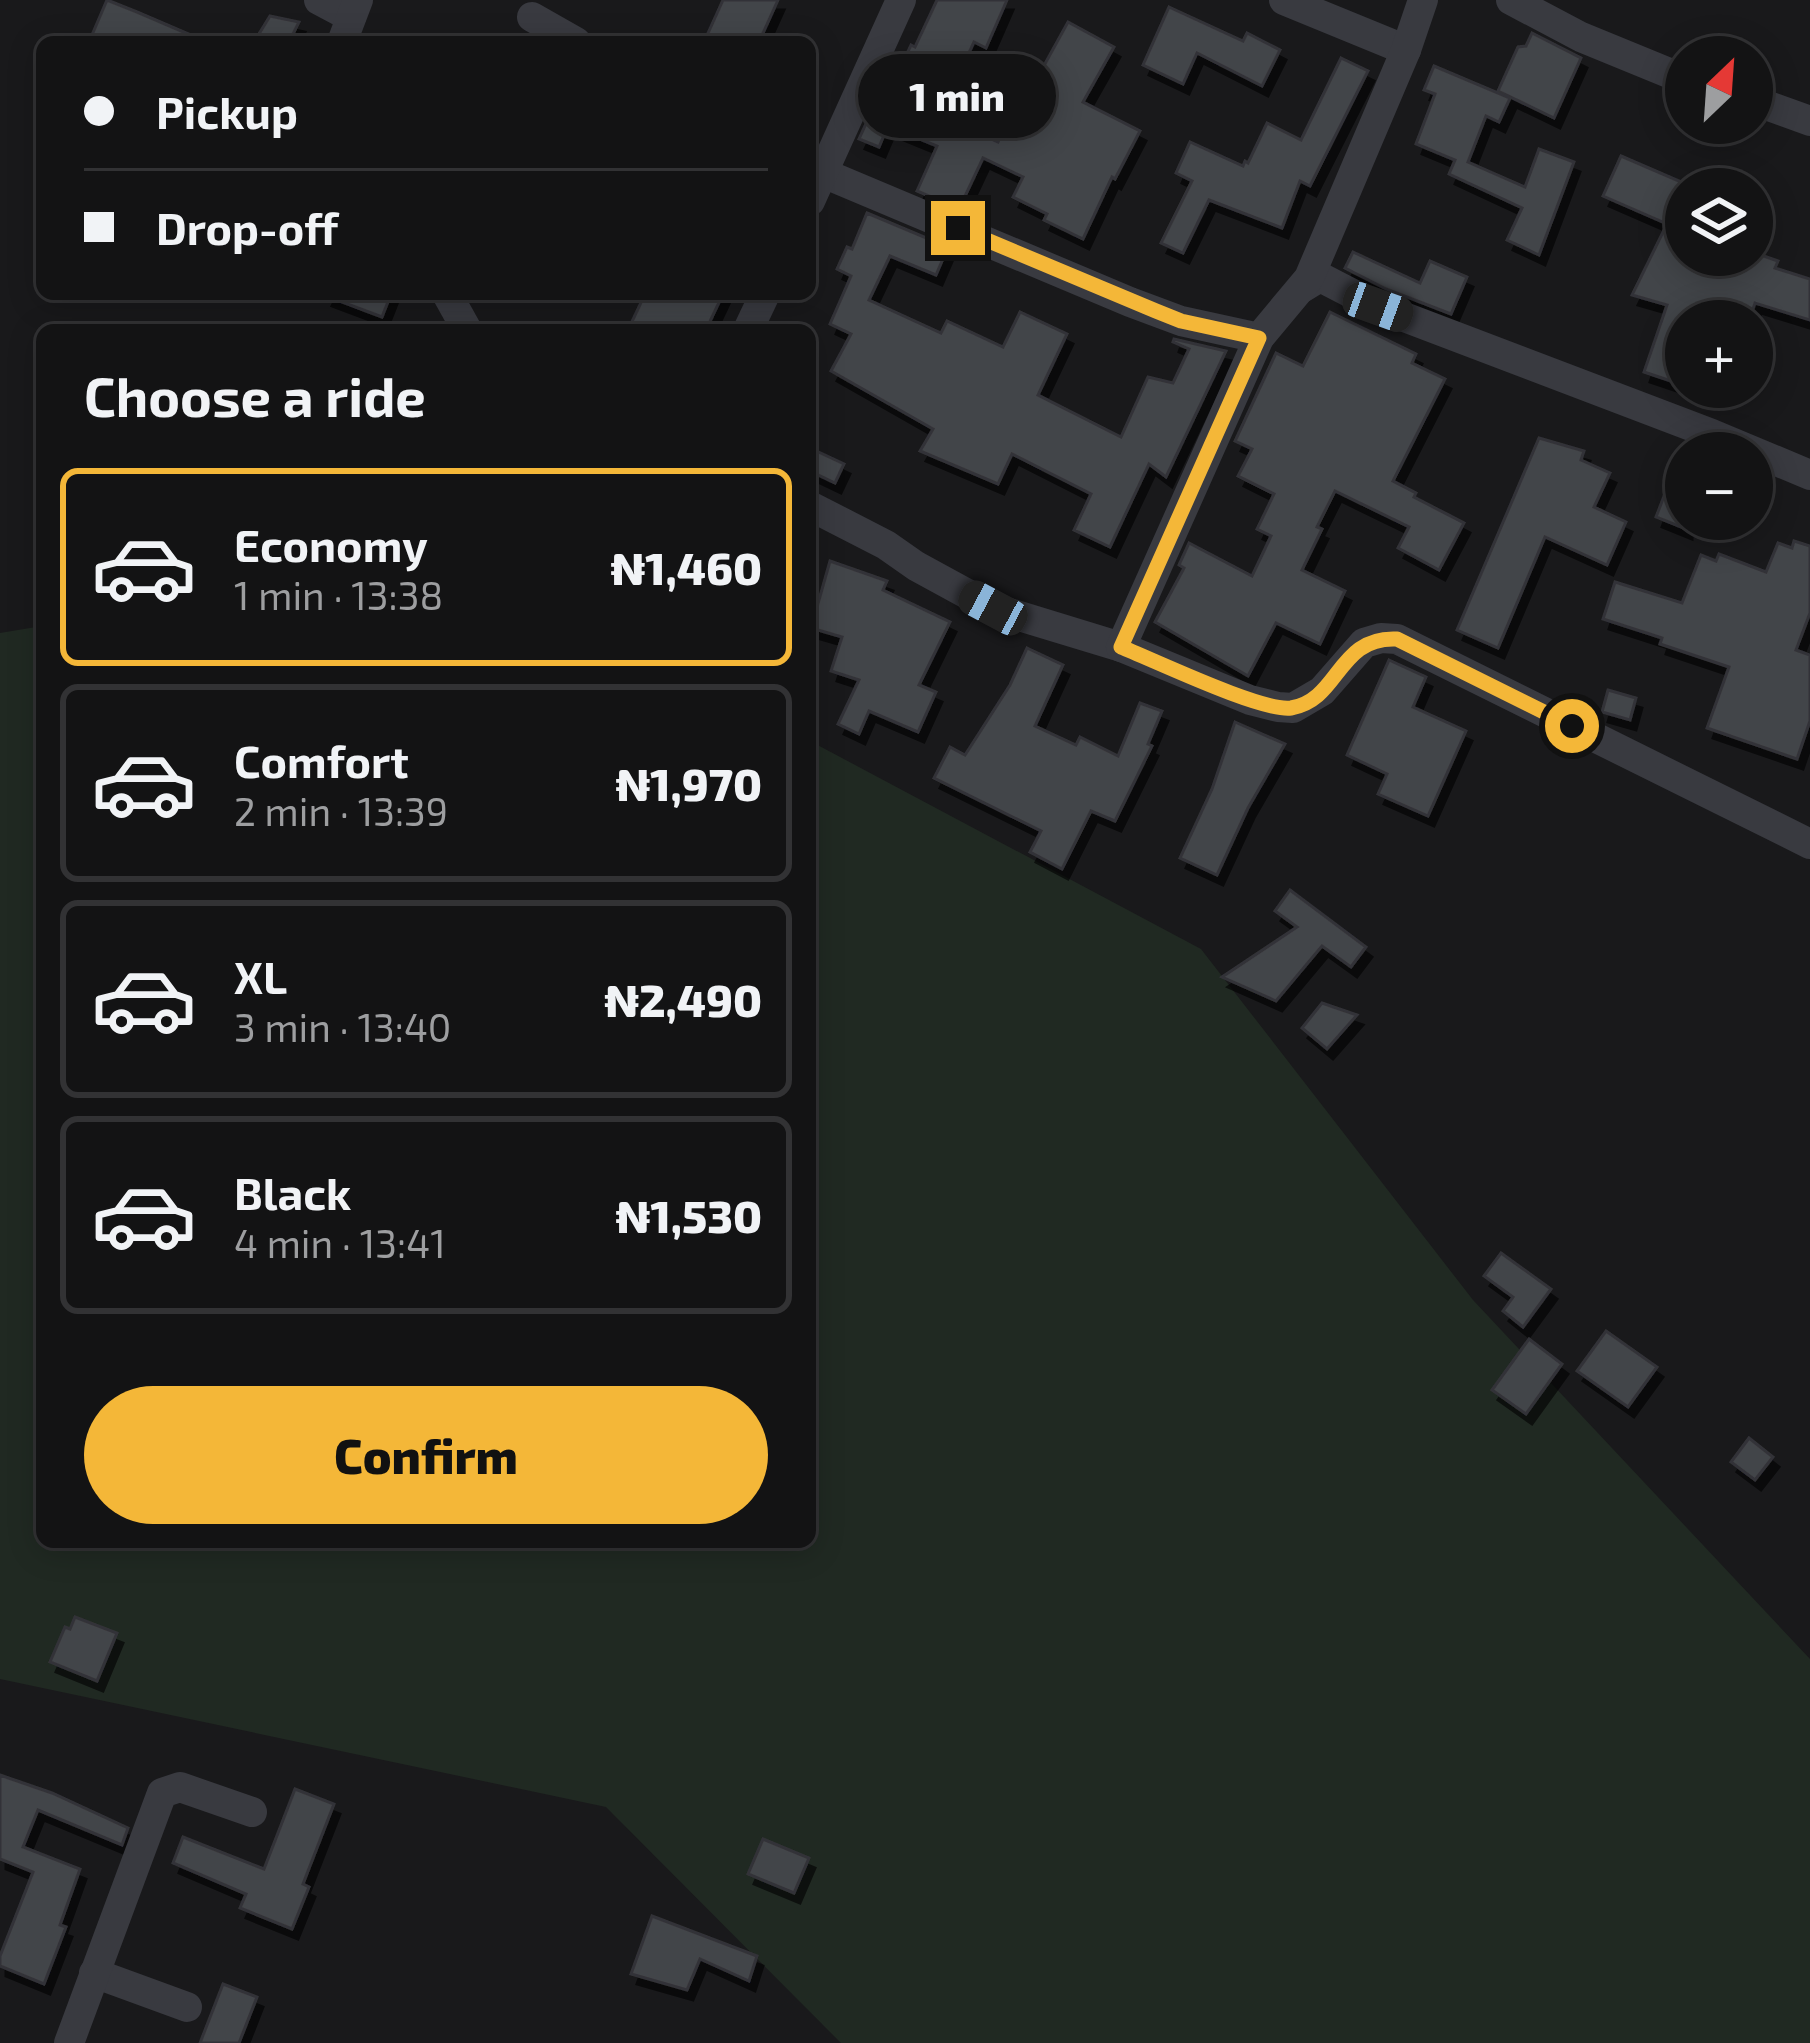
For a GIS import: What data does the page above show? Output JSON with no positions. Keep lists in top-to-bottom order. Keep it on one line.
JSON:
{"north":"top right","page":{"map_buttons":["+","−"],"banner":["Pickup","Drop-off"],"bubble":"1 min","heading":"Choose a ride","list":[{"name":"Economy","note":"1 min · 13:38","value":"₦1,460"},{"name":"Comfort","note":"2 min · 13:39","value":"₦1,970"},{"name":"XL","note":"3 min · 13:40","value":"₦2,490"},{"name":"Black","note":"4 min · 13:41","value":"₦1,530"}],"buttons":"Confirm"}}
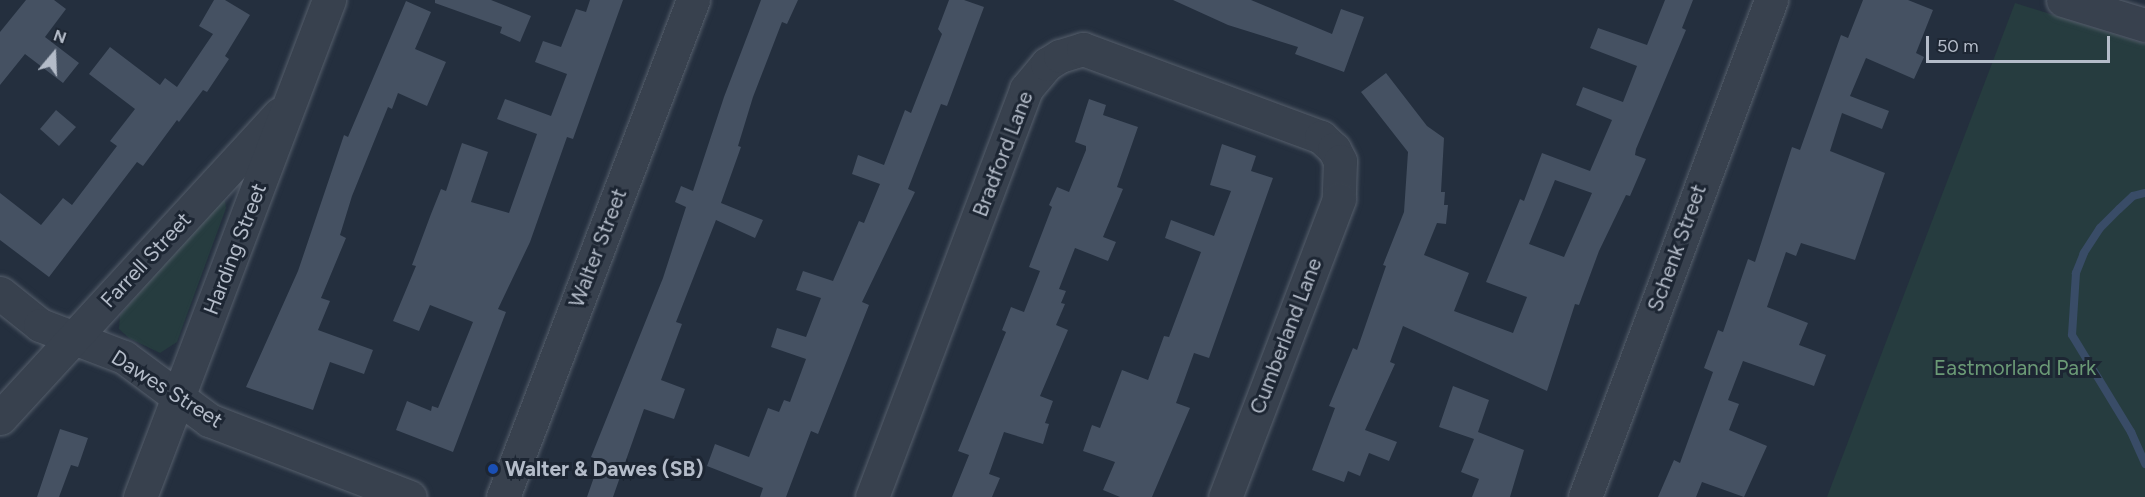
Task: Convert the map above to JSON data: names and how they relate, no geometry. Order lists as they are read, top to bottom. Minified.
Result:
{"streets":{"street":["Bradford Lane","Walter Street","Schenk Street","Harding Street","Farrell Street","Cumberland Lane","Dawes Street"]},"crossings":[["Bradford Lane","Cumberland Lane"],["Harding Street","Farrell Street"],["Harding Street","Dawes Street"],["Farrell Street","Dawes Street"]],"parks":["Eastmorland Park"],"places":["Walter & Dawes (SB)"],"scale_bar":"50 m","north":"top"}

> **EXERCISE DIRECTIONS**: All of the data above should be quoted exactly, except for the pictures.

> **YOUR SOLUTION**:
For a GIS import: What data does the page above show? Output JSON with no positions. Keep lists in top-to-bottom order. Keep it on one line.
JSON:
{"north":"top right","page":{"map_buttons":["+","−"],"banner":["Pickup","Drop-off"],"bubble":"1 min","heading":"Choose a ride","list":[{"name":"Economy","note":"1 min · 13:38","value":"₦1,460"},{"name":"Comfort","note":"2 min · 13:39","value":"₦1,970"},{"name":"XL","note":"3 min · 13:40","value":"₦2,490"},{"name":"Black","note":"4 min · 13:41","value":"₦1,530"}],"buttons":"Confirm"}}
Task: Convert the map above to JSON data: names and how they relate, no geometry. Order lists as they are read, top to bottom. Minified.
Result:
{"streets":{"street":["Bradford Lane","Walter Street","Schenk Street","Harding Street","Farrell Street","Cumberland Lane","Dawes Street"]},"crossings":[["Bradford Lane","Cumberland Lane"],["Harding Street","Farrell Street"],["Harding Street","Dawes Street"],["Farrell Street","Dawes Street"]],"parks":["Eastmorland Park"],"places":["Walter & Dawes (SB)"],"scale_bar":"50 m","north":"top"}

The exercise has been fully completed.